Тем не менее хунта сочла необходимым, во избежание недоразумений, еще 19 января информировать Временное верховное правительство Объединенных провинций Рио-де-ла-Платы 84 о своих переговорах с Артигасом. Это известие вызвало беспокойство в Буэпос-Айресе, особенно потому, что перемирие с властями Монтевидео оказалось недолговечным. Уже 13 января 1812 г. буэнос-айресское правительство сообщило о его нарушении роялистами, в связи с чем просило парагвайскую хунту направить в Банда Ориенталь контингент войск численностью до тысячи [136] человек85. В дальнейшем оно неоднократно возвращалось к этому вопросу, подчеркивая заинтересованность самих парагвайцев в победе над португальцами и роялистами. Так, в послании от 12 мая указывалось, что если войска Буэнос-Айреса, действующие на территории Банда Ориенталь, потерпят поражение, то и Парагвай будет завоеван врагами. «Доблестные парагвайцы могут защитить свободу и славу провинции, только сражаясь в рядах своих братьев и помогая им в борьбе против заклятых врагов Южной Америки». Затем следовала просьба послать в Банда Ориенталь хотя бы 500 солдат86.

Однако эти призывы были оставлены без внимания, равно как и обращение Парагвая относительно оружия и боеприпасов, что вызывало известную напряженность в отношениях между двумя странами.

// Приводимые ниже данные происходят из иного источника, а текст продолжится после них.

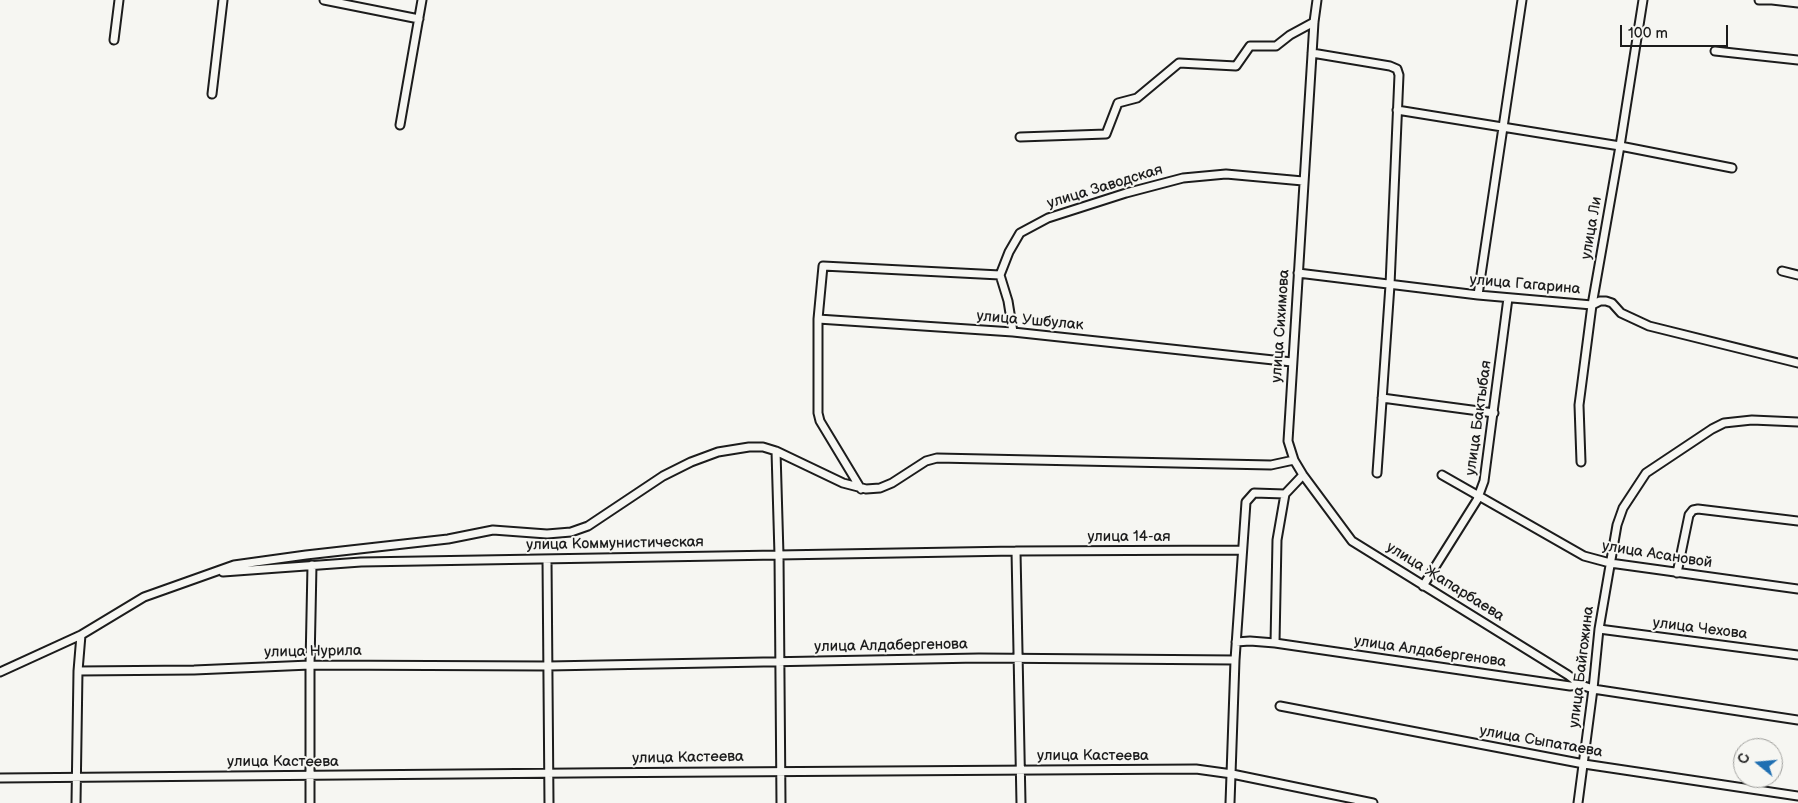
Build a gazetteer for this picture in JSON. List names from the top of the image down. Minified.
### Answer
{"streets":{"street":["улица Заводская","улица Ли","улица Гагарина","улица Ушбулак","улица Сихимова","улица Бактыбая","улица 14-ая","улица Коммунистическая","улица Асановой","улица Жапарбаева","улица Чехова","улица Алдабергенова","улица Нурила","улица Байгожина","улица Сыпатаева","улица Кастеева"]},"crossings":[["улица Заводская","улица Сихимова"],["улица Ли","улица Гагарина"],["улица Гагарина","улица Сихимова"],["улица Гагарина","улица Бактыбая"],["улица Ушбулак","улица Сихимова"],["улица Сихимова","улица Жапарбаева"],["улица Бактыбая","улица Асановой"],["улица Бактыбая","улица Жапарбаева"],["улица 14-ая","улица Коммунистическая"],["улица Асановой","улица Байгожина"],["улица Жапарбаева","улица Алдабергенова"],["улица Жапарбаева","улица Байгожина"],["улица Чехова","улица Байгожина"],["улица Алдабергенова","улица Нурила"],["улица Байгожина","улица Сыпатаева"]],"scale_bar":"100 m","north":"left"}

Об этом свидетельствует, например, письмо парагвайской хунты от 19 августа, где подчеркивалось, что она не обязана давать буэнос-айресскому правительству отчет в своих действиях. «Ни один народ не имеет права вмешиваться в государственные дела другого,— говорилось в письме,— ибо претендовать на роль судьи правительства другой страны означало бы посягать на ее независимость» 87. Трения еще больше усилились вследствие таможенной политики Буэнос-Айреса. 1 сентября 1812 г. Временное верховное правительство установило, что табак, ввозимый из иностранных государств и провинций, не находящихся под юрисдикцией Буэнос-Айреса, будет облагаться пошлиной в двойном размере по сравнению с местным. В соответствии с этим распоряжением пошлина на парагвайский табак была увеличена до 3 песо с арробы, тогда как согласно договору от 12 октября не могла превышать l½ реалов. 30 сентября в пограничном с Парагваем г. Корриентес была учреждена таможня 88.

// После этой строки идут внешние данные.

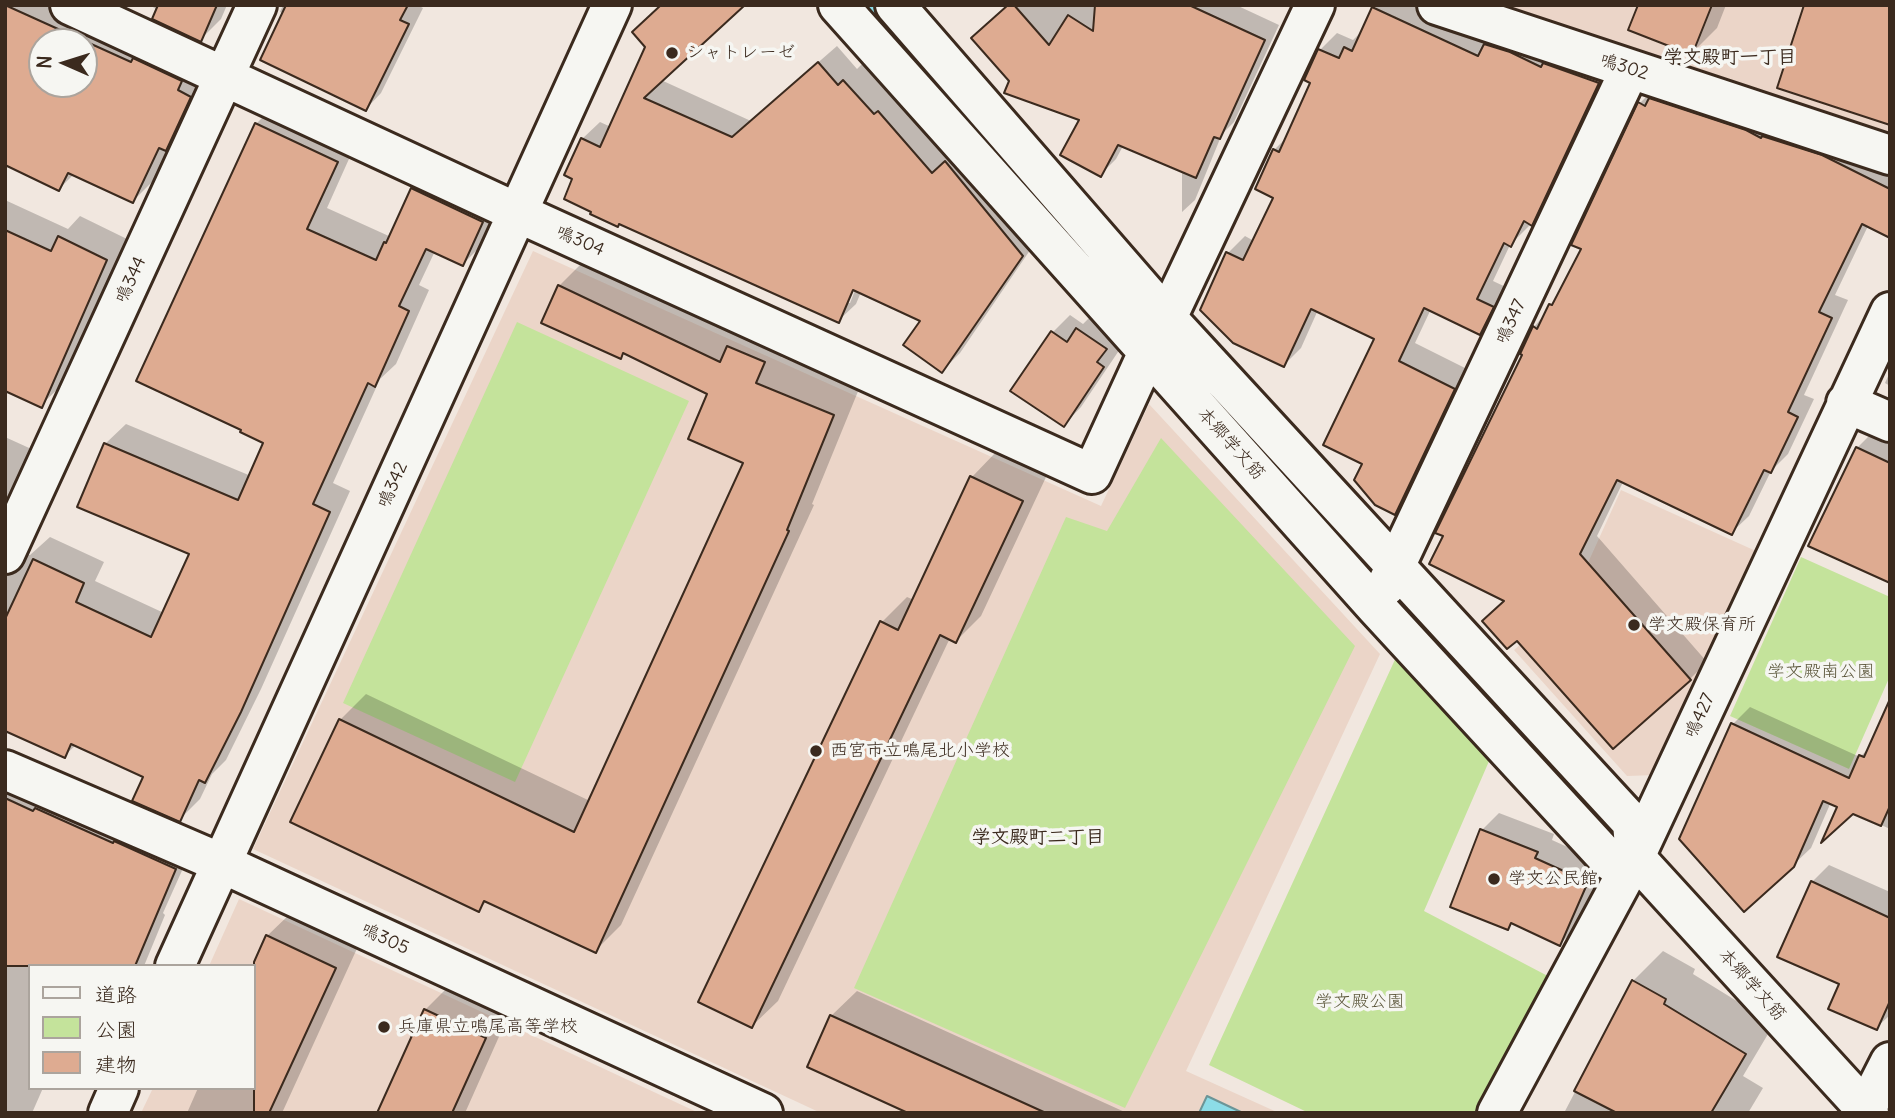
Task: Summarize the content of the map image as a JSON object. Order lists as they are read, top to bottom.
{
  "streets": {
    "street": [
      "鳴302",
      "鳴304",
      "鳴344",
      "鳴347",
      "本郷学文筋",
      "鳴342",
      "鳴427",
      "鳴305"
    ]
  },
  "crossings": [
    ["鳴302", "鳴347"],
    ["鳴304", "鳴344"],
    ["鳴304", "鳴342"],
    ["本郷学文筋", "鳴427"],
    ["鳴342", "鳴305"]
  ],
  "districts": ["学文殿町一丁目", "学文殿町二丁目"],
  "parks": ["学文殿南公園", "学文殿公園"],
  "places": [
    "シャトレーゼ",
    "学文殿保育所",
    "西宮市立鳴尾北小学校",
    "学文公民館",
    "兵庫県立鳴尾高等学校"
  ],
  "legend": ["道路", "公園", "建物"],
  "north": "left"
}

Действия буэнос-айресских властей, означавшие явное и грубое нарушение договора, привели к дальнейшему обострению противоречий. Оно усугублялось в связи с активизацией деятельности сторонников Буэнос-Айреса и его агентуры в Асунсьоне, Консепсьоне, Пиларе и других [137] районах89. Даже в самой Правительственной хунте не было полного единства: отдельные ее члены (де ла Мора, де ла Серда) симпатизировали Буэнос-Айресу90.

В этих условиях особенно остро ощущалось отсутствие Франсии. Правда, нельзя сказать, что он совсем устранился от участия в политической жизни. Находясь в своей загородной усадьбе, Франсиа внимательно следил за деятельностью правительства, которое придерживалось в основном намеченного им курса, а иногда даже вмешивался, если ему казалось, что хунта отклоняется от него. Так, вероятно, по его настоянию кабильдо Асунсьона запросил у правительства копии писем, направленных Артигасу, а также объяснения по поводу решения оказать военную помощь Корриентес в мае 1812 г. Однажды вечером Франсиа в частном порядке посетил Йегроса и заявил ему, будто де ла Мора и де ла Серда конспирируют в пользу Буэнос-Айреса91. Вряд ли правомерно противопоставлять политику Правительственной хунты на протяжении большей части 1812 г. позиции и взглядам Франсии, как делают некоторые авторы 92.

Оставаясь вне правительства, Франсиа не сомневался, что лишь временно не у дел. В ожидании своего часа он старался приобрести популярность среди сельского населения — мелких и средних землевладельцев, бедных крестьян, по отношению к которым проявлял крайнюю предупредительность. По словам очевидца, Франсиа старался внушить своим посетителям и слушателям, что ими плохо управляют невежественные люди, не обладающие никакими достоинствами. «Кто такой дон Фульхенсио Йегрос? — спрашивал он.— Невежественный гаучо. Чем лучше дон Хуан Педро Кавальеро? Ничем» 93.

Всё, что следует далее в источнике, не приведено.